William, who’s trying to distance himself from his past, wants no part of Cirk’s plan and tries to dissuade him from following through. He takes the kid under his wing, letting him tag along on his casino tour. He also takes La Linda up on her invitation to join her stable, hoping to make enough on the poker circuit to help Cirk out financially and get him back in school. But that’s easier said than done. As in so many of Schrader’s films, dating back even to his script for Martin Scorsese’s Taxi Driver, a violent end seems inevitable, no matter how much our hero tries to avoid it.
This is a superb role for Isaac, who brings his usual sly, soulful magnetism to the role of a man who plots every move with suave precision. William is always crisply dressed in a shirt, tie and leather jacket. When he moves into a new motel room, he covers every piece of furniture with plain white sheets, as if he were trying to impose extreme order on the extreme disorder of his past. But in Isaac’s dark, haunted gaze we see a history of trauma that can’t be purged so easily. Once young Cirk enters the picture, William sees a chance to make further amends for his sins and do some good in the world.

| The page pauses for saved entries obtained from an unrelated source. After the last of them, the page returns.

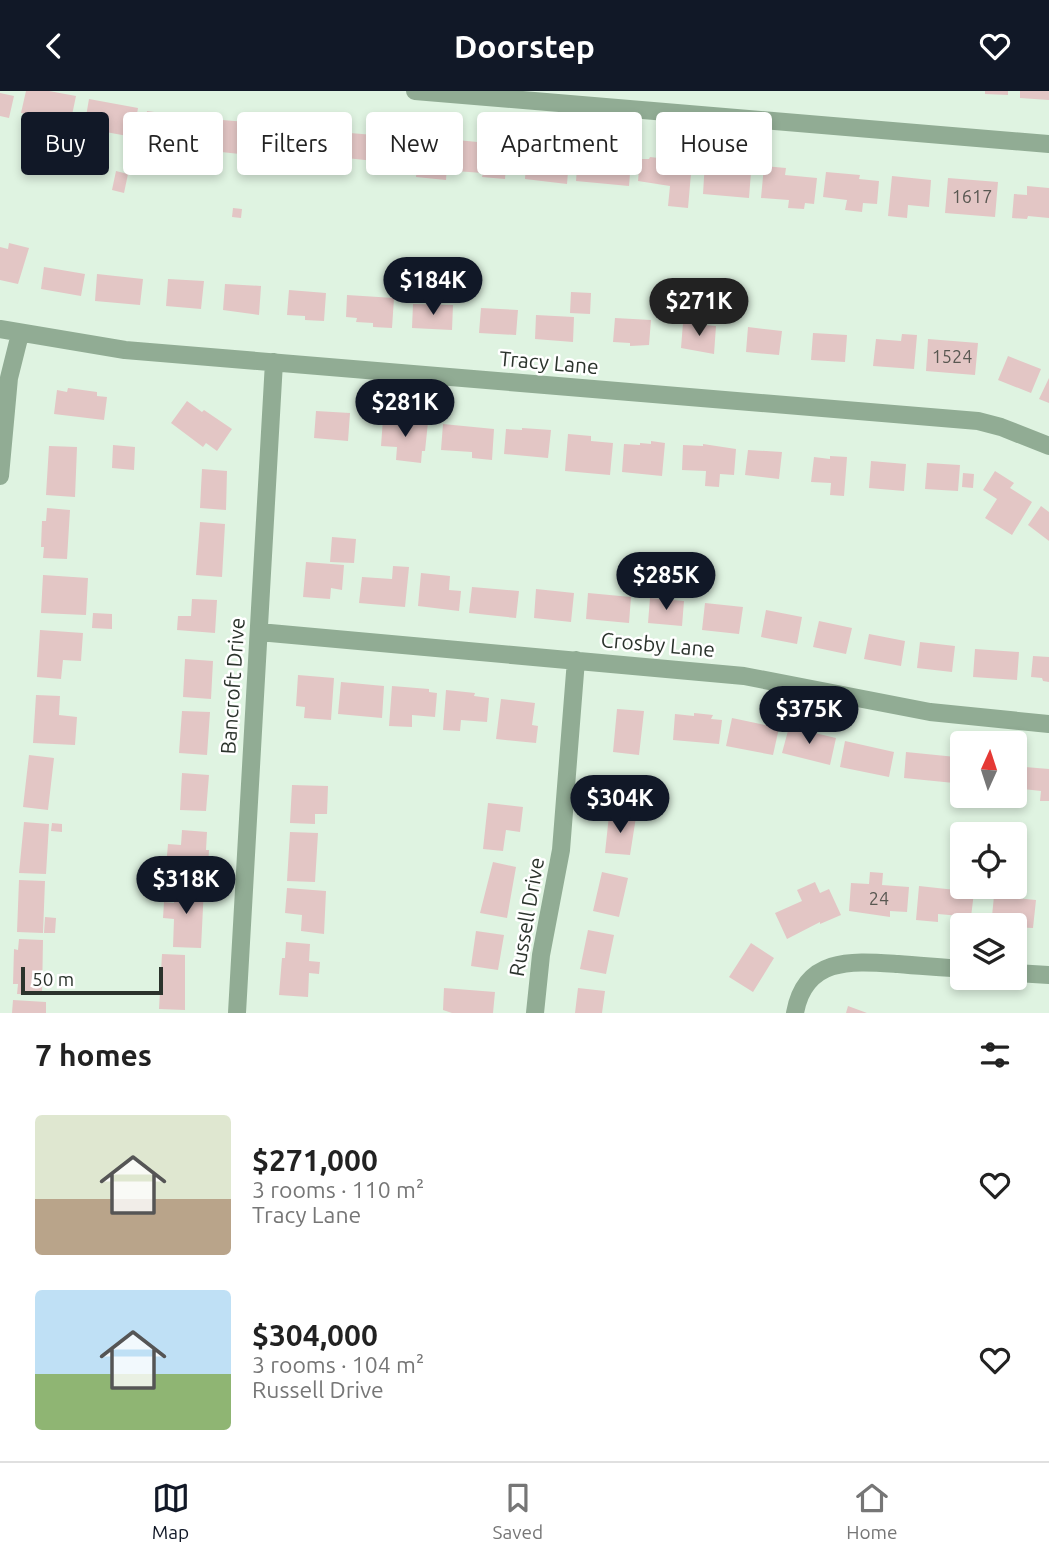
<!DOCTYPE html>
<meta charset="utf-8">
<style>
:root{--surface:#fff;--page:#f6f6f6;--text:#222;--muted:#767676;--line:#e0e0e0;--accent:#111827}
body{margin:0;font-family:Ubuntu,sans-serif;background:var(--page);color:var(--text);height:100vh;display:flex;flex-direction:column;font-size:26px;white-space:nowrap}
*{box-sizing:border-box;margin:0}
p{font-size:23px;color:var(--muted)}
.icon{flex:none;width:38px;height:38px;fill:none;stroke:currentColor;stroke-width:2;stroke-linecap:round;stroke-linejoin:round}
.map{position:relative;height:922px;overflow:hidden}
.side{display:flex;flex-direction:column;background:var(--surface);flex:1}
.side>*{flex:none}
.banner{position:absolute;left:21px;top:21px;width:1008px;height:63px;display:flex;gap:14px}
.needle{width:46px;rotate:3deg}
.buttons{position:absolute;left:950px;top:640px;display:grid;gap:14px}
.buttons a{display:grid;place-items:center;width:77px;height:77px;border-radius:7px;background:var(--surface);box-shadow:0 4px 10px #0003;font-size:35px}
.scale{position:absolute;left:21px;bottom:18px;width:142px;box-sizing:border-box;padding-left:7px;border:4px solid #2b332c;border-top:0;font-size:19px;line-height:24px;white-space:nowrap;color:#2b332c;-webkit-text-stroke:5px #fff;paint-order:stroke}
.price{position:absolute;translate:-50% -60px;padding:0 16px;border-radius:24px;background:var(--accent);color:#fff;font-size:23px;line-height:46px;filter:drop-shadow(0 2px 4px #0008)}
.price::after{content:'';position:absolute;left:50%;top:42px;width:21px;height:16px;margin-left:-10px;background:inherit;clip-path:polygon(0 0,100% 0,50% 100%)}
.price.selected{background:#222;color:#fff}
ul{padding:0;list-style:none}
li{display:flex;align-items:center;gap:21px;height:175px;padding:0 35px}
li span{display:grid;place-items:center;flex:none;width:196px;height:140px;border-radius:7px;color:#555}
li>.icon{margin-inline-start:auto}
span .icon{width:84px;height:84px;fill:#fffc;stroke-width:1}
li b{font-size:30px}
h2{display:flex;justify-content:space-between;align-items:center;height:84px;padding:0 35px;font-size:30px}
.pill{padding:0 24px;border-radius:7px;background:var(--surface);box-shadow:0 4px 10px #0003;font-size:24px;line-height:63px}
.pill.selected{background:var(--accent);color:#fff}
header{display:flex;justify-content:space-between;align-items:center;height:91px;padding:0 35px;background:var(--accent);color:#fff;font-size:32px;font-weight:700}
.tab-bar{display:flex;justify-content:space-around;align-items:center;height:98px;border-top:2px solid var(--line);background:var(--surface);font-size:19px;color:var(--muted)}
.tab-bar a{display:grid;justify-items:center;gap:4px}
.tab-bar .selected{color:var(--accent)}
.map>svg:first-child{display:block}
.building{fill:#e3c6c5}
.lines{fill:none;stroke-linecap:round;stroke-linejoin:round}
.minor{stroke:#91ac94;stroke-width:18}
.labels{text-anchor:middle;stroke-width:5;stroke-linejoin:round;paint-order:stroke}
.number-label{font-size:18px;fill:#595852}
.street-label{font-size:21px;fill:#2b332c;stroke:#fff}
</style>
<header><svg class="icon" aria-label="back" viewBox="0 0 24 24"><path d="M15 5l-7 7 7 7"/></svg>Doorstep<svg class="icon" aria-label="heart" viewBox="0 0 24 24"><path d="M12 20l-8-8c-3-5 5-10 8-4 3-6 11-1 8 4z"/></svg></header>
<div class="map">
<svg width="1049" height="922" viewBox="0 0 1049 922">
<rect width="100%" height="100%" fill="#dff3e1"/>
<!-- building -->
<path class="building" d="M26 0H49L76 5 67 48 43 43 46 27 21 22Z
M985 0H1008V4L985 3Z
M1020 0H1049V9L1020 7Z
M0 2 14 5 9 27 0 25Z
M89 8 138 17 133 46 84 37Z
M147 20 169 23 168 29 200 33 197 59 143 52Z
M210 28 260 32 257 57 241 56 240 63 221 61V53L208 51Z
M274 33 330 39 328 65 272 60Z
M338 41 386 45 384 71 346 67V60H337Z
M397 45 449 49 446 89 416 86 417 74 395 72Z
M457 49 508 54 505 88 482 86 483 82 455 80Z
M527 57 553 59 552 66 569 68 567 93 525 88Z
M595 62 616 64V69L631 70 629 95 576 90 578 64 595 65Z
M650 66 692 71 688 117 668 115 670 95 638 90 640 68H649Z
M705 70 729 72 728 79 751 81 749 107 703 103Z
M764 75 786 77 785 84 817 87 814 113 805 112 804 118 788 117 789 109 761 107Z
M116 80 128 83 124 102 112 99Z
M826 81 860 84 859 88 879 90 877 113 863 112 862 121 845 119 847 109 823 106Z
M892 85 931 89 929 116 908 114 907 127 888 125Z
M948 87 998 91 995 126 945 122Z
M1027 95 1049 97V127L1028 125 1027 128 1012 127 1014 103 1027 104Z
M233 117 242 118 241 127 232 126Z
M9 152 29 157 18 193 0 189V156L8 158Z
M44 176 85 183 81 205 41 198Z
M97 183 143 188 140 214 95 210Z
M168 188 204 190 201 218 166 215Z
M225 193 261 195 259 224 223 219Z
M289 199 326 202 324 230 305 229V225L287 224Z
M571 201 591 202 590 223 570 222Z
M347 204 394 207 392 237 373 236V232L356 231 357 227 346 226Z
M413 213 453 214 452 239 412 237Z
M481 217 518 219 516 244 479 242Z
M536 224 574 226 573 251 535 248Z
M615 227 651 229 649 254 630 255V252L613 251Z
M683 232 716 235 714 263 681 257Z
M748 236 782 240 779 264 746 261Z
M813 242 847 244 845 271 811 269Z
M902 243 917 244 914 278 873 275 876 248 901 250Z
M928 248 978 252 975 284 926 280Z
M1008 265 1041 278 1031 302 998 289Z
M1049 287V312L1039 308Z
M68 297 97 301V305L107 306 104 329 54 323 57 299 67 301Z
M187 310 202 321 204 319 232 338 217 360 206 352 203 356 171 332Z
M316 320 350 322 348 350 314 347Z
M383 328 428 331 425 360H422L421 372 396 369 397 356 381 355Z
M443 333 494 338 492 369 472 367V361L441 359Z
M522 337 551 339 548 367 504 363 506 338 522 339Z
M568 343 591 345V350L613 352 610 384 565 380Z
M651 350 665 352 662 385 622 381 624 353 640 354V352L651 353Z
M703 353 736 358 734 384 720 383 719 396 705 395 706 380 682 379 683 354 703 355Z
M113 354 135 356 134 379 112 377Z
M49 355 77 356 75 406 46 404Z
M748 359 782 361 779 388 745 384Z
M830 365 847 366 844 405 830 404 831 392 811 391 814 366 830 368Z
M871 370 906 373 904 400 869 397Z
M927 372 960 374 958 400 925 398Z
M202 378 227 380 226 419 200 417Z
M995 380 1014 392 1010 397 1032 411 1012 444 985 427 997 408 983 399Z
M963 382 974 383 973 397 962 396Z
M1041 415 1049 421V450L1028 434Z
M47 417 70 419 67 468 43 467 44 456H41L42 430H46Z
M200 431 225 433 222 486 196 484Z
M332 446 356 448 354 472 330 471Z
M306 471 344 474 342 499 331 497 330 508 303 506Z
M393 475 409 476 405 516 359 512 362 486 392 488Z
M421 482 450 485 449 499 461 500 459 520 418 515Z
M43 484 88 487 86 524 41 522Z
M472 496 519 500 516 527 469 522Z
M536 498 574 502 571 531 534 527Z
M588 502 631 506 629 532 586 528Z
M650 507 684 510 682 535 648 532Z
M192 508 217 509 215 542 177 539 178 525H191Z
M705 512 743 516 739 543 702 539Z
M766 519 802 526 797 553 761 546Z
M93 522 112 523V538L92 537Z
M819 530 852 537 846 563 813 556Z
M40 539 83 542 81 570 63 569 61 588 37 586Z
M869 543 905 550 901 575 864 568Z
M920 551 955 555 952 581 917 577Z
M975 558 1019 561 1017 589 973 586Z
M1033 565 1049 566V591L1043 590 1042 587 1031 586Z
M185 568 213 570 211 608 183 606Z
M298 584 334 587 331 629 304 627 305 616 296 615Z
M341 591 384 595 382 627 338 623Z
M392 595 429 598V601L437 602 435 626 412 624V636L389 635Z
M446 599 475 602 474 605 489 607 487 631 461 629 460 640 443 639Z
M36 604 60 605 59 624 77 626 75 654 33 652Z
M501 608 535 612 532 634 538 635 536 652 496 648Z
M617 618 644 620 639 664 613 661Z
M182 620 210 621 207 664 179 662Z
M694 622 713 624 711 628 722 629 719 653 673 649 675 623 694 625Z
M732 627 779 637 773 664 726 655Z
M789 636 836 647 830 674 782 662Z
M845 650 894 661 889 686 840 676Z
M906 661 956 666 954 692 904 687Z
M29 664 54 667 48 719 23 716Z
M1025 676 1049 678V710H1040L1041 700 1023 698Z
M182 682 209 684 206 720 180 719Z
M292 694 328 695 327 723H315V733L290 732Z
M488 712 523 716 520 741 506 739 503 760 483 758Z
M609 724 636 726 630 764 605 762Z
M24 731 49 733 46 783 19 782Z
M52 732 62 733V741L51 740Z
M182 739 207 741 206 759H209L207 791 177 789 178 777 166 776 168 753 181 754Z
M290 741 318 742 315 791 287 790Z
M493 771 516 776 507 827 480 822Z
M602 781 628 787 619 826 593 820Z
M870 781 883 782 882 794 909 796 907 821 890 820V826L849 820 851 792 869 793Z
M19 789 45 790 43 842 17 841Z
M815 791 820 802 829 798 841 824 820 833V831L787 848 775 822 802 810 797 799Z
M175 794 204 796 201 857 173 856 174 828 163 827 164 811 174 812Z
M919 795 974 801 971 826 938 823V831L916 829Z
M287 797 326 800 324 843 301 840 302 824 285 822Z
M994 805 1036 809 1033 837 991 835Z
M45 826 56 827 55 842H44Z
M588 839 614 844 606 883 580 878Z
M476 840 504 844 498 879 471 875Z
M19 848 43 849 42 904 17 903 18 893H13L14 858 18 859Z
M286 851 310 853 309 870 320 871 319 883 309 882 308 906 279 904 282 867H285Z
M751 852 774 867 753 901 729 886Z
M162 863 185 864V919L159 918Z
M444 897 495 901 493 922H452L443 919Z
M578 897 605 900 602 922H575Z
M13 909 46 911V922H12Z
M848 915 867 922H846Z"/>
<g class="lines">
<!-- minor -->
<path class="minor" d="M415 0 1049 53
M0 238 125 259 978 330 1001 336 1049 355
M0 385 9 287 20 243
M259 541 744 585 930 621 1049 633
M1015 882 1049 884
M237 922 274 271
M535 922 541 864 561 759 576 569
M795 922C805 865 853 870 898 873 919 875 941 876 962 878"/>
</g>
<g class="labels">
<!-- number labels -->
<g class="number-label">
<text x="972" y="112">1617</text>
<text x="952" y="272">1524</text>
<text x="879" y="814">24</text>
</g>
<!-- street labels -->
<g class="street-label">
<text transform="translate(549 272) rotate(5)" y="7">Tracy Lane</text>
<text transform="translate(658 554) rotate(5)" y="7">Crosby Lane</text>
<text transform="translate(233 595) rotate(-86)" y="7">Bancroft Drive</text>
<text transform="translate(527 826) rotate(-80)" y="7">Russell Drive</text>
</g>
</g>
</svg>
<div class="buttons">
<a><svg class="needle" viewBox="-14 -14 28 28"><path d="M0-13l5 13h-10z" fill="#e53935"/><path d="M0 13l5-13h-10z" fill="#767676"/></svg></a>
<a><svg class="icon" aria-label="locate" viewBox="0 0 24 24"><circle cx="12" cy="12" r="6"/><path d="M12 2v4M12 18v4M2 12h4M18 12h4"/></svg></a>
<a><svg class="icon" aria-label="layers" viewBox="0 0 24 24"><path d="M12 4l9 5-9 5-9-5zM3 14l9 5 9-5"/></svg></a>
</div>
<div class="scale">50 m</div>
<b class="price" style="left:433px;top:226px">$184K</b>
<b class="price selected" style="left:699px;top:247px">$271K</b>
<b class="price" style="left:405px;top:348px">$281K</b>
<b class="price" style="left:666px;top:521px">$285K</b>
<b class="price" style="left:809px;top:655px">$375K</b>
<b class="price" style="left:620px;top:744px">$304K</b>
<b class="price" style="left:186px;top:825px">$318K</b>
<div class="banner">
<a class="pill selected">Buy</a>
<a class="pill">Rent</a>
<a class="pill">Filters</a>
<a class="pill">New</a>
<a class="pill">Apartment</a>
<a class="pill">House</a>
</div>
</div>
<section class="side">
<h2>7 homes<svg class="icon" aria-label="filters" viewBox="0 0 24 24"><path d="M4 7h16M4 17h16"/><circle cx="9" cy="7" r="2"/><circle cx="15" cy="17" r="2"/></svg></h2>
<ul>
<li><span style="background:linear-gradient(#dfe7d0 60%,#b9a48a 0)"><svg class="icon" aria-label="home" viewBox="0 0 24 24"><path d="M3 11l9-7 9 7M6 9v11h12V9"/></svg></span><div><b>$271,000</b><p>3 rooms · 110 m²</p><p>Tracy Lane</p></div><svg class="icon" aria-label="heart" viewBox="0 0 24 24"><path d="M12 20l-8-8c-3-5 5-10 8-4 3-6 11-1 8 4z"/></svg></li>
<li><span style="background:linear-gradient(#bfe0f5 60%,#8fb573 0)"><svg class="icon" aria-label="home" viewBox="0 0 24 24"><path d="M3 11l9-7 9 7M6 9v11h12V9"/></svg></span><div><b>$304,000</b><p>3 rooms · 104 m²</p><p>Russell Drive</p></div><svg class="icon" aria-label="heart" viewBox="0 0 24 24"><path d="M12 20l-8-8c-3-5 5-10 8-4 3-6 11-1 8 4z"/></svg></li>
</ul>
</section>
<nav class="tab-bar">
<a class="selected"><svg class="icon" aria-label="map" viewBox="0 0 24 24"><path d="M3 6l6-2 6 2 6-2v14l-6 2-6-2-6 2zM9 4v14M15 6v14"/></svg>Map</a>
<a><svg class="icon" aria-label="saved" viewBox="0 0 24 24"><path d="M7 4h10v16l-5-4-5 4z"/></svg>Saved</a>
<a><svg class="icon" aria-label="home" viewBox="0 0 24 24"><path d="M3 11l9-7 9 7M6 9v11h12V9"/></svg>Home</a>
</nav>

That world seems awfully drab in The Card Counter, a nondescript suburban wasteland that time seems to have forgotten. The America that William gave so much of his life to serve doesn’t look so beautiful. But there’s one exception, when La Linda takes William out one night to visit the illuminated Missouri Botanical Garden, flooding the screen with vibrant colors that accentuate the actors’ dazzling rapport. As grim as things can get in Schrader’s movies, he’s also a romantic at heart, someone who sees in love the possibility of both risk and redemption.